Task to complete:
Please give back, word for word, each line from the start of the entries through the one in which "display:block; font-size:19px; white-space:nowrap" is found.

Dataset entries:
......

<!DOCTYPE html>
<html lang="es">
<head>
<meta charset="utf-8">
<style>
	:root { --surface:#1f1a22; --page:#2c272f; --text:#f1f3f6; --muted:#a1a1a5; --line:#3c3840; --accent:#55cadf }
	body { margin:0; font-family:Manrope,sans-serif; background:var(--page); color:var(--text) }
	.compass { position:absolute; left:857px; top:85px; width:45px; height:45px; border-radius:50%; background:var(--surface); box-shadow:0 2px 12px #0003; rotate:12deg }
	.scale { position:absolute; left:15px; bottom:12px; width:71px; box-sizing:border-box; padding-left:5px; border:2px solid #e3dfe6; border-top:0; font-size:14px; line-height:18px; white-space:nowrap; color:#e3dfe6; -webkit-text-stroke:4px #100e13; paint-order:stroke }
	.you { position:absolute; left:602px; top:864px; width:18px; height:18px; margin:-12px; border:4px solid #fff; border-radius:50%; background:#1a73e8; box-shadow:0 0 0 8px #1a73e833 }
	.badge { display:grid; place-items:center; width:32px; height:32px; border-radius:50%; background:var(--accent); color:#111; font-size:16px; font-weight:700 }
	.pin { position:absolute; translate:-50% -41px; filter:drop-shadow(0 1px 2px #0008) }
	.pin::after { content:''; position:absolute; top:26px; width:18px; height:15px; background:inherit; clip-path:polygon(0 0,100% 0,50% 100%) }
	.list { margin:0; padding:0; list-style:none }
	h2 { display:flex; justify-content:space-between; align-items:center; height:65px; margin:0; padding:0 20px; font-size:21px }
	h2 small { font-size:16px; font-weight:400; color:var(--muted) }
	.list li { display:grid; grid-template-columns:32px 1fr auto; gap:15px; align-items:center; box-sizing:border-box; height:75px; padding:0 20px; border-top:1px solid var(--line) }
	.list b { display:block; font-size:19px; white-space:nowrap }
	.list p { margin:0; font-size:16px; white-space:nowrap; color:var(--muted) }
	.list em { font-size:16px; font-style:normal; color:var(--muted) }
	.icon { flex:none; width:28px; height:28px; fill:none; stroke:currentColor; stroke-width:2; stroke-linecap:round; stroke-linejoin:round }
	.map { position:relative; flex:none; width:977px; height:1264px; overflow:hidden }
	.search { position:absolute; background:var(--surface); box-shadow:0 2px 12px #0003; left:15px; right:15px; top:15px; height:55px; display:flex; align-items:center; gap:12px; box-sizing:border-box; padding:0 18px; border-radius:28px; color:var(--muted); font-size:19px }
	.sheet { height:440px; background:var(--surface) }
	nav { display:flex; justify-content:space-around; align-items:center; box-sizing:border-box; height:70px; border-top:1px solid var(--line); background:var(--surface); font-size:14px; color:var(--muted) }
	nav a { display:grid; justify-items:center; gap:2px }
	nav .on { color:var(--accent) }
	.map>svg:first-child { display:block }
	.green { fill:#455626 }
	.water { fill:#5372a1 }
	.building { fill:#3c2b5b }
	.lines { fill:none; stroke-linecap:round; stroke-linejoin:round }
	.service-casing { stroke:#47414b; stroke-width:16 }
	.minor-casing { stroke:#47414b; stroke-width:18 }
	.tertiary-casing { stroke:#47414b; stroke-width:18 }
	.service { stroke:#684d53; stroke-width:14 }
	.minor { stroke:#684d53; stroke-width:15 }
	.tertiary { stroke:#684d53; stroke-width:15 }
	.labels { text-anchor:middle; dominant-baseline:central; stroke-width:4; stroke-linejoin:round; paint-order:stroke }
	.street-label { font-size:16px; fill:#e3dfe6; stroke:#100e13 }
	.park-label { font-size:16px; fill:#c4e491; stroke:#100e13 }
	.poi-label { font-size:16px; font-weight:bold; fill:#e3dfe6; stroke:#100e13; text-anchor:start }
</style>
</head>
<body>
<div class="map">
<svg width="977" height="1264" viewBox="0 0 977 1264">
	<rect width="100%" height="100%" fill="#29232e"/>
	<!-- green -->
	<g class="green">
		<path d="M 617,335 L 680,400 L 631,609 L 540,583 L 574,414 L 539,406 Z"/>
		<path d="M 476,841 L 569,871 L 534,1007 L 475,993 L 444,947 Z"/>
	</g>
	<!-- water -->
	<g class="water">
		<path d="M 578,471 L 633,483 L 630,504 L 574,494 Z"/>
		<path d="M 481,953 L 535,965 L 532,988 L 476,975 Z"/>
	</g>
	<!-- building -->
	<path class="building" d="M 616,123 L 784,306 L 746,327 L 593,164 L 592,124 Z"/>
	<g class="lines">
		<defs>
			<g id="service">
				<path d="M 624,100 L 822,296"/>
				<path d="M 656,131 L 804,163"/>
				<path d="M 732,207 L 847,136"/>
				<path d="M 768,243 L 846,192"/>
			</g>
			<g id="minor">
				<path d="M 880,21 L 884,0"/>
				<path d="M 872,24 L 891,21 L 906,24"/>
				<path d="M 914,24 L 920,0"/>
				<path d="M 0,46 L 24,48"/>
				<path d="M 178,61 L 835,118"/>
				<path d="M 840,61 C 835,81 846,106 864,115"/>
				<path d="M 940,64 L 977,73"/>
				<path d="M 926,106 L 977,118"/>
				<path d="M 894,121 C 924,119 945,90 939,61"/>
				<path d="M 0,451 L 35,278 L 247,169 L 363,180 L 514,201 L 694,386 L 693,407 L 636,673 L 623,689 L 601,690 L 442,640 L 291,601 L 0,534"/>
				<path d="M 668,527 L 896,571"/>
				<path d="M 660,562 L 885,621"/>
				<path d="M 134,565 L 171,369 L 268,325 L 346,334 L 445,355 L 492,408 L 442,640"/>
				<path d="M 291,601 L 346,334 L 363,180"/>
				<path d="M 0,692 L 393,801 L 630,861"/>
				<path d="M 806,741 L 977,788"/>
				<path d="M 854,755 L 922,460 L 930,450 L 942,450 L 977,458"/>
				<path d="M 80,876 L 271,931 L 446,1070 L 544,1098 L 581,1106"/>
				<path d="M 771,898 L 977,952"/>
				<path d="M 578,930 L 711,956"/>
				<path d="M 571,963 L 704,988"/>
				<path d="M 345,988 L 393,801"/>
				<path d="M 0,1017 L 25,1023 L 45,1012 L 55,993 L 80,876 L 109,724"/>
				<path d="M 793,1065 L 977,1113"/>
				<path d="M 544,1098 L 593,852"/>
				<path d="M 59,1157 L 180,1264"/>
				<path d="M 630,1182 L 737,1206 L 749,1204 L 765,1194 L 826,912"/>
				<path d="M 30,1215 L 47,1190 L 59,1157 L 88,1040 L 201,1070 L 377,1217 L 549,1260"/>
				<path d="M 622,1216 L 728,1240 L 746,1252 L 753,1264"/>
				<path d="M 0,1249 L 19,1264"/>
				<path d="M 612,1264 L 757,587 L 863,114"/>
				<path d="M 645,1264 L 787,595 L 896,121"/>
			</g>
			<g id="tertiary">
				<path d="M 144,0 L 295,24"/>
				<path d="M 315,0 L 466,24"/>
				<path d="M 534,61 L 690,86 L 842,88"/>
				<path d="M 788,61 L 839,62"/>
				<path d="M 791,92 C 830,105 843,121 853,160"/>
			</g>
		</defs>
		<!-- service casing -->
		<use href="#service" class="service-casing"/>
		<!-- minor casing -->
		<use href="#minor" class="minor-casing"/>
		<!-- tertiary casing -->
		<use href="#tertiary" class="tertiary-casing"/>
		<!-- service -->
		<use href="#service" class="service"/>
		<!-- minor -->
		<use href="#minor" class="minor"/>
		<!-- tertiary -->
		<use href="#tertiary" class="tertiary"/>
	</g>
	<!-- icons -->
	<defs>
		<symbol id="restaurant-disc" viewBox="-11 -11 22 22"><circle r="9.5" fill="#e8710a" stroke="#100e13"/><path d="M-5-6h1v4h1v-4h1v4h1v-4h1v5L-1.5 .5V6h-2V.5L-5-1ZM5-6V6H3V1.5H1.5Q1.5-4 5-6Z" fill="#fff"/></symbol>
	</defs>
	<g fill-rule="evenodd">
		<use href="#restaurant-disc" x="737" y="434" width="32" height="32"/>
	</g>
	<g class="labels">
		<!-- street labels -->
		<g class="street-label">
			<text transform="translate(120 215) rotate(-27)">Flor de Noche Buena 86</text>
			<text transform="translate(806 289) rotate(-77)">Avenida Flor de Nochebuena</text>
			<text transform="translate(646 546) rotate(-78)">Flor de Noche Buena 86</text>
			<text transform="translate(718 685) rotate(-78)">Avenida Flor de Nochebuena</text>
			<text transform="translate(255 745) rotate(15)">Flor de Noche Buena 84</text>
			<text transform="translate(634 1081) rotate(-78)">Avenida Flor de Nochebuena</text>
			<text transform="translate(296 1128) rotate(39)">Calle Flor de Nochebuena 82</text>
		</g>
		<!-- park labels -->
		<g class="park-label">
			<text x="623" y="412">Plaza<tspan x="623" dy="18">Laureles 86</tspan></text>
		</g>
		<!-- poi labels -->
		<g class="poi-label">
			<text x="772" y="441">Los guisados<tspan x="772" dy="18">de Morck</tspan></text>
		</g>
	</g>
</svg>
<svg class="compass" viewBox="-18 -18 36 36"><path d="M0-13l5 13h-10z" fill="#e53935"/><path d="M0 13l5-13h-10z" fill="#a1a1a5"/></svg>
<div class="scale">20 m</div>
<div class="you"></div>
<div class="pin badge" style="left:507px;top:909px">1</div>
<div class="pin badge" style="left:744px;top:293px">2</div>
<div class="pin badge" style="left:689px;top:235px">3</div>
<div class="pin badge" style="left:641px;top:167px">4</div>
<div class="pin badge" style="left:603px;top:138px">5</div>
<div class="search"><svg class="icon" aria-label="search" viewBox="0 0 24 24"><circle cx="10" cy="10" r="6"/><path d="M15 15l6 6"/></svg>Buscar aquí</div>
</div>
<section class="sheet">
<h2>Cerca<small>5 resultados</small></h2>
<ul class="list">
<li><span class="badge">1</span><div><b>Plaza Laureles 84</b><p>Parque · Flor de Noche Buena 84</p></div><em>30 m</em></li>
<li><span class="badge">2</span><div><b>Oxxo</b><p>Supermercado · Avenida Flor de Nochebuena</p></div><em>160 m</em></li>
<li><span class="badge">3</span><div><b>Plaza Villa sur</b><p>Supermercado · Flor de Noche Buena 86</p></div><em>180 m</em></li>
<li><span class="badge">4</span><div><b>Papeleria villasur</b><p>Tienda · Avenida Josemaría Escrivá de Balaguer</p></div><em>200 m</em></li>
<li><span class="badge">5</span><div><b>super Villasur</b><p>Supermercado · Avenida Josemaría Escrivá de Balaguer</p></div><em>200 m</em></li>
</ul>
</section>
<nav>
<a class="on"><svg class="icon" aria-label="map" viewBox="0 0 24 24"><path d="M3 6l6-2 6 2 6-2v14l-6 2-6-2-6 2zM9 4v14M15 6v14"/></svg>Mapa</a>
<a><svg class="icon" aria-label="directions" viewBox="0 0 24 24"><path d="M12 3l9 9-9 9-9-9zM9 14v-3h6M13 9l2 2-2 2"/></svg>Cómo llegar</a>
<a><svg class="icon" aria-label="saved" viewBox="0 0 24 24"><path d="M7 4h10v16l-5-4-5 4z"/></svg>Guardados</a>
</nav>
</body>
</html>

......

Solution to this problem:
<!DOCTYPE html>
<html lang="es">
<head>
<meta charset="utf-8">
<style>
	:root { --surface:#1f1a22; --page:#2c272f; --text:#f1f3f6; --muted:#a1a1a5; --line:#3c3840; --accent:#55cadf }
	body { margin:0; font-family:Manrope,sans-serif; background:var(--page); color:var(--text) }
	.compass { position:absolute; left:857px; top:85px; width:45px; height:45px; border-radius:50%; background:var(--surface); box-shadow:0 2px 12px #0003; rotate:12deg }
	.scale { position:absolute; left:15px; bottom:12px; width:71px; box-sizing:border-box; padding-left:5px; border:2px solid #e3dfe6; border-top:0; font-size:14px; line-height:18px; white-space:nowrap; color:#e3dfe6; -webkit-text-stroke:4px #100e13; paint-order:stroke }
	.you { position:absolute; left:602px; top:864px; width:18px; height:18px; margin:-12px; border:4px solid #fff; border-radius:50%; background:#1a73e8; box-shadow:0 0 0 8px #1a73e833 }
	.badge { display:grid; place-items:center; width:32px; height:32px; border-radius:50%; background:var(--accent); color:#111; font-size:16px; font-weight:700 }
	.pin { position:absolute; translate:-50% -41px; filter:drop-shadow(0 1px 2px #0008) }
	.pin::after { content:''; position:absolute; top:26px; width:18px; height:15px; background:inherit; clip-path:polygon(0 0,100% 0,50% 100%) }
	.list { margin:0; padding:0; list-style:none }
	h2 { display:flex; justify-content:space-between; align-items:center; height:65px; margin:0; padding:0 20px; font-size:21px }
	h2 small { font-size:16px; font-weight:400; color:var(--muted) }
	.list li { display:grid; grid-template-columns:32px 1fr auto; gap:15px; align-items:center; box-sizing:border-box; height:75px; padding:0 20px; border-top:1px solid var(--line) }
	.list b { display:block; font-size:19px; white-space:nowrap }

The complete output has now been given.